Before we can start writing code, we first need to know how distortion models work and how we can implement them using shaders. In the OpenCV documentation, we can find multiple distortion models. The default camera model uses the following distortion coefficients:

- $k_1, dots, k_6$ for radial distortion
- $p_1, p_2$ for tangential distortion
- $s_1, dots, s_4$ for thin prism distortion
- $tau_x, tau_y$ to account for tilted image sensors

The lens model with just the $k_1, k_2, p_1, p_2, k_3$, distortion coefficients is called the Brown-Conrady or “plumb bob” model, after papers by Brown (1966) and Conrady (1919). This is the most popular distortion model, and it is the first kind of distortion we’ll be replicating in Three.js.

The second distortion model we’ll replicate is the fisheye model described on this page of the OpenCV docs. This model is based on the Kannala-Brandt model, which can model wide-angle lenses better than the Brown-Conrady model. The fisheye camera model has four distortion coefficients: $k_1, dots, k_4$.

To implement lens distortion in Three.js, we’ll write a post-processing shader in GLSL (OpenGL Shader Language). A shader is a function that’s run in parallel for every vertex (= vertex shader) or every pixel (= fragment shader) when rendering a scene. This parallel execution happens on the GPU, which is specifically designed for this sort of computation. Normally, different shaders are used to render objects with different materials in the 3D scene. For our use case, we want to apply the lens distortion shader to the whole rendered 3D scene in a post-processing step.

To emulate lens distortion, we could use either a vertex shader or a fragment shader. The advantage of using a vertex shader is that we can directly use the distortion formulas to determine where each vertex should end up in the distorted image. The downside is that edges between vertices remain straight, while in real life lens distortion would curve them. If you’re working with high-resolution 3D models where each edge is very short, this might not be a problem. If you just want to overlay point clouds on the camera image, this approach also works great (as there are no edges). The following table taken from “Realistic Lens Distortion Rendering” by Lambers et al. contains some further pros and cons:

Vertex shader | Fragment shader | |
---|---|---|

Distortion model completeness | full | limited to radial and tangential |

Prerequisites | finely detailed geometry | none |

Result completeness | full | may have unfilled areas |

Rendered data types | all | limited to interpolatable relocatable data |

Complexity | geometry-dependent | resolution-dependent |

In this tutorial, we’ll be using a fragment (or pixel) shader to emulate lens distortion.

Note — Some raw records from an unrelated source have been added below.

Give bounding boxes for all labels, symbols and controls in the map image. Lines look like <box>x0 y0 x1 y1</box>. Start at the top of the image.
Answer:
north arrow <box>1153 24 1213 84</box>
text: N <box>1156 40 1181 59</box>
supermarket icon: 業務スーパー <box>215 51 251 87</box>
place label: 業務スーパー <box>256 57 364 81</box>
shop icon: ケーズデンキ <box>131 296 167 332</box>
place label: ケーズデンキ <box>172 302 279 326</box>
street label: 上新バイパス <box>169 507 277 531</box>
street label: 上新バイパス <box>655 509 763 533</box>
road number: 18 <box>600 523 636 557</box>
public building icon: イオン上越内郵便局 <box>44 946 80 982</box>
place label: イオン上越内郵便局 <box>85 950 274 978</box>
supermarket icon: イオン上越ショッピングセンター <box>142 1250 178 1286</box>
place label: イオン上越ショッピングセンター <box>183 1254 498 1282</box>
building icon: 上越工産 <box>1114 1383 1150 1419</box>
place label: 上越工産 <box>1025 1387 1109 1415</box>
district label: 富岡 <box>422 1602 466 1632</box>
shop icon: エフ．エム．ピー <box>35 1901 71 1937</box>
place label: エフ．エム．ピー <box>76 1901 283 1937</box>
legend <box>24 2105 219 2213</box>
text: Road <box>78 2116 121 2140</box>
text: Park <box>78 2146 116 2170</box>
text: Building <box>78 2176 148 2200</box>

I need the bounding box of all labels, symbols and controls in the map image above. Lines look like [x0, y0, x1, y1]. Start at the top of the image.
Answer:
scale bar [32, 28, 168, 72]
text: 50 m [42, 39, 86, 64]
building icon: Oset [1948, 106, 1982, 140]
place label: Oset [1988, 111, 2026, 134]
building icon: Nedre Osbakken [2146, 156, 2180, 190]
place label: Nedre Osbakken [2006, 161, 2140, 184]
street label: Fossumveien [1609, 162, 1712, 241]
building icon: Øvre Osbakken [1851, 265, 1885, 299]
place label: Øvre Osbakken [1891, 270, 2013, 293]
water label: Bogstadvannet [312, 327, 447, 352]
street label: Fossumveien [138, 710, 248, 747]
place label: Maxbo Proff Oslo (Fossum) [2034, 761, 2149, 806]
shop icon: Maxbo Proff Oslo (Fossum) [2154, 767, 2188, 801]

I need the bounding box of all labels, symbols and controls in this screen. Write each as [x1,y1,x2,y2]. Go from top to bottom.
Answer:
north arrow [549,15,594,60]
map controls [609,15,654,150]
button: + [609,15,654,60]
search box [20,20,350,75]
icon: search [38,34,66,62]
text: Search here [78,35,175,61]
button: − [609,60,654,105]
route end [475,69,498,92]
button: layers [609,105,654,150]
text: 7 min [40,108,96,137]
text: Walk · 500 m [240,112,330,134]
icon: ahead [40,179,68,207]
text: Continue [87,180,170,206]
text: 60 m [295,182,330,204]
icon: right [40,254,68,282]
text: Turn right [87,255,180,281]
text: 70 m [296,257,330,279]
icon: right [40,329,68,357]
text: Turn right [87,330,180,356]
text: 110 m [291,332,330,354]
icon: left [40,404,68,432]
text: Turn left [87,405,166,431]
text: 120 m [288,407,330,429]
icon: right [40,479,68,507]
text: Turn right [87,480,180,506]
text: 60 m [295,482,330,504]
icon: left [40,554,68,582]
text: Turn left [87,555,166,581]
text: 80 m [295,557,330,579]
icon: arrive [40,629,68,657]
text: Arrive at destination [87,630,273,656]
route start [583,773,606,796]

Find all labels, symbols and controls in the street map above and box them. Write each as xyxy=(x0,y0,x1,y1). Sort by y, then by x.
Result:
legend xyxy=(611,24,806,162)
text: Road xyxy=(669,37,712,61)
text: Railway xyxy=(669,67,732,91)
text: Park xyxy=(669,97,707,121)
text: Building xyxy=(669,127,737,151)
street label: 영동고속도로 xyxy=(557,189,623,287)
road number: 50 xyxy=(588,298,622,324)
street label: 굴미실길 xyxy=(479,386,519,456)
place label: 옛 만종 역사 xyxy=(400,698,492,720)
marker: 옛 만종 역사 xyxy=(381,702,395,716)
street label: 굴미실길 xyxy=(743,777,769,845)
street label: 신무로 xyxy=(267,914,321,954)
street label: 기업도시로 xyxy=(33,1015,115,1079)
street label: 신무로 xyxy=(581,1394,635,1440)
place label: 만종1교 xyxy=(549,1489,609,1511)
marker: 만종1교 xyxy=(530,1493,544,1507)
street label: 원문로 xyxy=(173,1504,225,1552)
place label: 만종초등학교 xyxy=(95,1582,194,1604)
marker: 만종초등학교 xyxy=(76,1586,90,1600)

The advantage of this approach is that it works regardless of what’s in the 3D scene. We can also overcome the problem of the unfilled area by zooming out the pinhole camera and zooming back in in the shader (see zoomForDistortionFactor later).

Using a fragment shader does make implementing the shader a bit more complex, as we can’t directly use the formulas from the OpenCV docs. To see why, you can imagine applying the shader as looping over an empty image and filling each pixel with a certain color, like in this pseudo-code:

The purpose of the fragment shader function is thus to output the color of a single pixel, given the previous rendered image as an input. For lens distortion, the previous rendered image is the undistorted 3D scene (i.e. the render we obtained in the Pinhole Camera section), and the output image should be the distorted 3D scene. Thus, for every pixel in the output image, we have to figure out which pixel from the input image ends up there and copy its color. That is, given output coordinates $i$ and $j$, we want to find the undistorted coordinates $i’$ and $j’$ and take the color at these undistorted coordinates. You can see that this is the opposite of the formulas on the OpenCV page (since they map undistorted coordinates to distorted coordinates).

Now we’re ready to write the actual GLSL shaders for the two distortion models introduced earlier. I won’t go over all the details of GLSL. If you’ve never written a shader before, you might want to check out this blog post by Maxime Heckel before continuing, so you’ll have no trouble understanding the code.

### Brown-Conrady (plumb bob) distortion

As explained in the previous section, we need to find a way to calculate the undistorted coordinates in the shader. For the Brown-Conrady model, we can use formula 2 from the “Realistic Lens Distortion Rendering” paper. This formula is only an approximation and it does not use the $k_3$ distortion coefficient. If you’re interested in a more precise camera simulation, you can use the technique in the next section on fisheye distortion.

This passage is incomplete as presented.